* [PROBLEM DETAILS]: Answer with a single number, the count of lines in the material below that contain the word "data".

[Start of Attachment]

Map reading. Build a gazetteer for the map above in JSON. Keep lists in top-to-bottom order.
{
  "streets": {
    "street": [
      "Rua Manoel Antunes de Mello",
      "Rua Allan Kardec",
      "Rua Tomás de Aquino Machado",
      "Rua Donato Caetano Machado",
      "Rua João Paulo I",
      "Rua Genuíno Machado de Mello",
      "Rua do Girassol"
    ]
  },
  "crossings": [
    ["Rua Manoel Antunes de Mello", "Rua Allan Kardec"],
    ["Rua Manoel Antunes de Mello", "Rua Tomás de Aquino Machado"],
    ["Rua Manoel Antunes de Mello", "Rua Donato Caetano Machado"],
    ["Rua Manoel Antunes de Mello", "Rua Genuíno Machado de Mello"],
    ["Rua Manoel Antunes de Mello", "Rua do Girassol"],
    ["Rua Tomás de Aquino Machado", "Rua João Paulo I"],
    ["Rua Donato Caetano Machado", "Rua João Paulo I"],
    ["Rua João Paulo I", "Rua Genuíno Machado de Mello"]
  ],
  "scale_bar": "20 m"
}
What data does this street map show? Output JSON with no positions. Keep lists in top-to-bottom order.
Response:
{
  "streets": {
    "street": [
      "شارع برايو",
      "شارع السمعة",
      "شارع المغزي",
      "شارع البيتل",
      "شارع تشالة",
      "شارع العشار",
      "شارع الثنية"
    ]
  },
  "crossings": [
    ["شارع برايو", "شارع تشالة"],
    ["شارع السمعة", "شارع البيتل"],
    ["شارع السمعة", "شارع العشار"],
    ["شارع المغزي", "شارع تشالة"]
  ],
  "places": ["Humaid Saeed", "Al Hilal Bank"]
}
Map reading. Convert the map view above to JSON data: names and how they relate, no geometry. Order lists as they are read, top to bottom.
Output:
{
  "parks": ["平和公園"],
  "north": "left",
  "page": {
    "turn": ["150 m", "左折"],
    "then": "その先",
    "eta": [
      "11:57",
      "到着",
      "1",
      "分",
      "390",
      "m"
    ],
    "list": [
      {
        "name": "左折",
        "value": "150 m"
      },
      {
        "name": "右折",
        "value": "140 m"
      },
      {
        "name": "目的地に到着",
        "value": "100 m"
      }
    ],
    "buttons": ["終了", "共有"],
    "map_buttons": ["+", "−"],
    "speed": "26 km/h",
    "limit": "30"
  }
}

[End of Attachment]

* [THE ANSWER]: 2